If you feel you have experienced an allergic reaction, stop using this medicine and inform your doctor or pharmacist immediately.
Pregnancy and breastfeeding
Certain medicines should not be used during pregnancy or breastfeeding. However, other medicines may be safely used in pregnancy or breastfeeding providing the benefits to the mother outweigh the risks to the unborn baby. Always inform your doctor if you are pregnant or planning a pregnancy, before using any medicine.
- The safety of this medicine for use during pregnancy has not been established. The medicine is unlikely to pass into the bloodstream in significant amounts following administration to the eye; however, if it does it could be potentially harmful to a developing baby. For this reason it should not be used during pregnancy, unless the expected benefits to the mother outweigh any potential risks to the foetus. Seek medical advice from your doctor.
- Women should use an effective method of contraception to avoid getting pregnant during treatment with this medicine. You should consult your doctor immediately if you think you could be pregnant during treatment.
- If you want to try for a baby you should wait for three months after your last injection of this medicine.

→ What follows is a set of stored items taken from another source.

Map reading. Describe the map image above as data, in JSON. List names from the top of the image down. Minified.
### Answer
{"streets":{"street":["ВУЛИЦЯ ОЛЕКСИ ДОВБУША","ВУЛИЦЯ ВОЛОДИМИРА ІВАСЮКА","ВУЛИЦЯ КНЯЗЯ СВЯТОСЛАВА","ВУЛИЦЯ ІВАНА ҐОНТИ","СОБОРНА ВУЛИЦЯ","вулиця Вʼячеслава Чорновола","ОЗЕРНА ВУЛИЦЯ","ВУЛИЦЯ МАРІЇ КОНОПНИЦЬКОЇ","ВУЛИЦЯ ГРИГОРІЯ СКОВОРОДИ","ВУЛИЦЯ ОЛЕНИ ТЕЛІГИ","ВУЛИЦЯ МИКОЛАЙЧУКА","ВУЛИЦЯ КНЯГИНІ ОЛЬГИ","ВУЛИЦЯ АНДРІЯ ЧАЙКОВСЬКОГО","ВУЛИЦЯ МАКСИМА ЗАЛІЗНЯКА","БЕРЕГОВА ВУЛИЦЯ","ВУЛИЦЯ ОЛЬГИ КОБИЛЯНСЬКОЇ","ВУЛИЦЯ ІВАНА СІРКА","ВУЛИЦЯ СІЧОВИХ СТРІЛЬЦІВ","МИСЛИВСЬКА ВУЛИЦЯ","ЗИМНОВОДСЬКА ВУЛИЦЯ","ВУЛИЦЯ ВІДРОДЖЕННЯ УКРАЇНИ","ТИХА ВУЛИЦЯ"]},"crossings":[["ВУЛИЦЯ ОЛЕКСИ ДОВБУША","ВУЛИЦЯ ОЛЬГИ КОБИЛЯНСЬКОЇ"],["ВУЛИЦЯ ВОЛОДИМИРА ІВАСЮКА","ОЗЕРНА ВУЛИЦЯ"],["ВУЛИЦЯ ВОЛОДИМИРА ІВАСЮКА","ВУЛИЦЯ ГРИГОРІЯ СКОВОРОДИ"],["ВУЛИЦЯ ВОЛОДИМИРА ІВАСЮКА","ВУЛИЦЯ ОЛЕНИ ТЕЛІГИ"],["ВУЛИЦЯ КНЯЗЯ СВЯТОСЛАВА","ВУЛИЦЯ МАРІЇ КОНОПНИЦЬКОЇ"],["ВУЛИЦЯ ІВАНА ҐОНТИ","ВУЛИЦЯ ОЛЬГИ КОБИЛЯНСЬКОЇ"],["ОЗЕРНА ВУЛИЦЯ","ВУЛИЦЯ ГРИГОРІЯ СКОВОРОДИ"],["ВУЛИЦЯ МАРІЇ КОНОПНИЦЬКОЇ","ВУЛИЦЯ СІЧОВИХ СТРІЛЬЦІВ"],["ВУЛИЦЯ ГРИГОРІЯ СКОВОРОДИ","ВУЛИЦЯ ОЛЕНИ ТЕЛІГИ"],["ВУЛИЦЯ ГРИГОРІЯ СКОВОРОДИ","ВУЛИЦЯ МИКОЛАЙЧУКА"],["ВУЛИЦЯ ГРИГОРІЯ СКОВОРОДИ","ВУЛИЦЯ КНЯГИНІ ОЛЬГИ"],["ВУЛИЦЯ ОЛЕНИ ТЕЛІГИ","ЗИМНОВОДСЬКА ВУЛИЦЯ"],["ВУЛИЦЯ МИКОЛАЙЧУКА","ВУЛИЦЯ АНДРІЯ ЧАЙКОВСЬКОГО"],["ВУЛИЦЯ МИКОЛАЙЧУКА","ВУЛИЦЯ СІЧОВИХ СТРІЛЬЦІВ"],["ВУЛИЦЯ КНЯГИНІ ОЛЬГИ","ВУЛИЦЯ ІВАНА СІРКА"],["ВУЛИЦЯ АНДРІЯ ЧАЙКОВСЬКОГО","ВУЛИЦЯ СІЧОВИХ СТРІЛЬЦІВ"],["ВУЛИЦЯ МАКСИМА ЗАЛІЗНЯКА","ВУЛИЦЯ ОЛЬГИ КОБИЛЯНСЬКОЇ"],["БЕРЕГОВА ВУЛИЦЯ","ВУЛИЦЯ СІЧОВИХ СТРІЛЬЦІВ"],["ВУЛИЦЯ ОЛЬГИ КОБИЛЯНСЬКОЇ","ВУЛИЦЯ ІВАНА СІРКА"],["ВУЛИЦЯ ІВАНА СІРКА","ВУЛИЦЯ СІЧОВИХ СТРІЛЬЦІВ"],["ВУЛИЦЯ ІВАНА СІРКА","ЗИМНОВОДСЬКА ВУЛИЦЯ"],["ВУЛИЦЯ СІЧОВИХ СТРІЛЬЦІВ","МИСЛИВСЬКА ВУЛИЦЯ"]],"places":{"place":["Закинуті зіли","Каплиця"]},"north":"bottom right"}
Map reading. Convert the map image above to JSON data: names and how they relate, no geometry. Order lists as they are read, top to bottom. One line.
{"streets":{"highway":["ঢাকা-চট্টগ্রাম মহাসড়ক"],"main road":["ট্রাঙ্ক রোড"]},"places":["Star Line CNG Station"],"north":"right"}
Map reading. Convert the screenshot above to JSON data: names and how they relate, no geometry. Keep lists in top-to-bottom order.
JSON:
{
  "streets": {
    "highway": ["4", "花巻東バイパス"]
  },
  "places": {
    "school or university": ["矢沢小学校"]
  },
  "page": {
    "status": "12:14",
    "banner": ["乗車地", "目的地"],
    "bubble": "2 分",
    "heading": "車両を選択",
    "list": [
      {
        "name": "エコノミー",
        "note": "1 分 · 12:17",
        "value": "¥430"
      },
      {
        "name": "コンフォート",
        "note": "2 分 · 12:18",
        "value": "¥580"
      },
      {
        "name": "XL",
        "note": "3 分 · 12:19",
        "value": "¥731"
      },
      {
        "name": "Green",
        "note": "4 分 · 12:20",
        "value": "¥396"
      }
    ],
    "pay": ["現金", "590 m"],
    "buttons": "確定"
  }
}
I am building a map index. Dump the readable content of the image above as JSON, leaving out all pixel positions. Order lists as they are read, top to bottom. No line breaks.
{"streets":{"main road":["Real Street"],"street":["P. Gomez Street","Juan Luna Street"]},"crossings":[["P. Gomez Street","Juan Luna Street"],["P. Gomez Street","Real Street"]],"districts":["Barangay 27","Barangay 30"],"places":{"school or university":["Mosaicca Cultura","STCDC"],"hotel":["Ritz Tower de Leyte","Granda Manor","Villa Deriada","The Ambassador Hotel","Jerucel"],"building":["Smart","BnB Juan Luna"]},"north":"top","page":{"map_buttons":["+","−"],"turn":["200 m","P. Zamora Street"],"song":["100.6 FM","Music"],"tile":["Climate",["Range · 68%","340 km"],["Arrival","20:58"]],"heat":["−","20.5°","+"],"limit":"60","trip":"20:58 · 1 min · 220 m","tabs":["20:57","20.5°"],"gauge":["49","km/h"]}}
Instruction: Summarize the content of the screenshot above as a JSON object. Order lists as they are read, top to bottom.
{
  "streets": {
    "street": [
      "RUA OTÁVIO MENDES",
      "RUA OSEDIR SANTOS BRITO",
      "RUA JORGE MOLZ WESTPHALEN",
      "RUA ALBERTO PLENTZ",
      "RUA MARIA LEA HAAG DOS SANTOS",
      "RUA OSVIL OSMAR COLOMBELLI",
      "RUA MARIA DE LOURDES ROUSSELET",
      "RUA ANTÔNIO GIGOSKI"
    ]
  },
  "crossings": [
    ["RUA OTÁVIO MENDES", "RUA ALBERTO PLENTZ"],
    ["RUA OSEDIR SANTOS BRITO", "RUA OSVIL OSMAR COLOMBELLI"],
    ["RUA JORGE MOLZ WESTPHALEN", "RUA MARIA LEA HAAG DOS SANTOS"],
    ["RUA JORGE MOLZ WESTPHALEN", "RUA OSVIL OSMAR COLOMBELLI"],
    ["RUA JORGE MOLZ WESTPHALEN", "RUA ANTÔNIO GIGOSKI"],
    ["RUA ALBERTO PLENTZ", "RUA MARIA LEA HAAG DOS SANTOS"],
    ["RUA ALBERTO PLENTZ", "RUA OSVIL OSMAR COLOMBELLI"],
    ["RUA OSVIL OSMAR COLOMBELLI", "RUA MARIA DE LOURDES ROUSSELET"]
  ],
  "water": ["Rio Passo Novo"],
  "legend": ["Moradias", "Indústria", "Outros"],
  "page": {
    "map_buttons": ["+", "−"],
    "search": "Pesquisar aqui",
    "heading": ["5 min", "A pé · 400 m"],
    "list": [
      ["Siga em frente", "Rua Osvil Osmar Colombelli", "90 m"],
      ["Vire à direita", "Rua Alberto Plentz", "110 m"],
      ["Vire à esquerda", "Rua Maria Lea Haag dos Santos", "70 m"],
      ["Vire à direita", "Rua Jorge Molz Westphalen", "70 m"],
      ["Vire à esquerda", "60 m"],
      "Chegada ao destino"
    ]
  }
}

- It is not known if this medicine passes into breast milk. For this reason, it is not recommended for nursing mothers. Seek further medical advice from your doctor.
Medicines and their possible side effects can affect individual people in different ways. The following are some of the side effects that are known to be associated with this medicine. Just because a side effect is stated here does not mean that all people using this medicine will experience that or any side effect.
Very common (affect more than 1 in 10 people)
- Eye pain, inflammation, irritation or itching.
- Visual disturbances.
- Bleeding of the blood vessels in the lining (conjunctiva) of the eye (conjunctival haemorrhage).
- Bleeding in the retina.
- Sensation of something in the eye(s).
- Dry or watery eyes.
- Raised pressure inside the eye.
- Pain in the joints.
- Inflammation of the nose and throat.
Common (affect between 1 in 10 and 1 in 100 people)
- Detachment, tearing or degeneration of the retina (see warning section above).
- Bleeding inside the eyeball (vitreous haemorrhage).
- Dislike of light (photophobia).
- Feeling sick.
- Allergic reactions such as rash, hives or itching.
- Urinary tract infection.
- Decrease in the number of red blood cells in the blood (anaemia).
Uncommon (affect between 1 in 100 and 1 in 1000 people)
- Infection inside the eye (endophthalmitis).
The side effects listed above may not include all of the side effects reported by the medicine's manufacturer.
For more information about any other possible risks associated with this medicine, please read the information provided with the medicine or consult your doctor or pharmacist.
How can this medicine affect other medicines?
It is important to tell your doctor or pharmacist what medicines you are already taking, including those bought without a prescription and herbal medicines, before you are treated with this medicine. Similarly, check with your doctor or pharmacist before taking any new medicines while being treated with this one, to make sure that the combination is safe.
It is recommended that ranibizumab is not administered in combination with other vascular endothelial growth factor inhibitors, such as pegaptanib or bevacizumab.
Other medicines containing the same active ingredient
There are currently no other medicines available in the UK that contain ranibizumab as the active ingredient.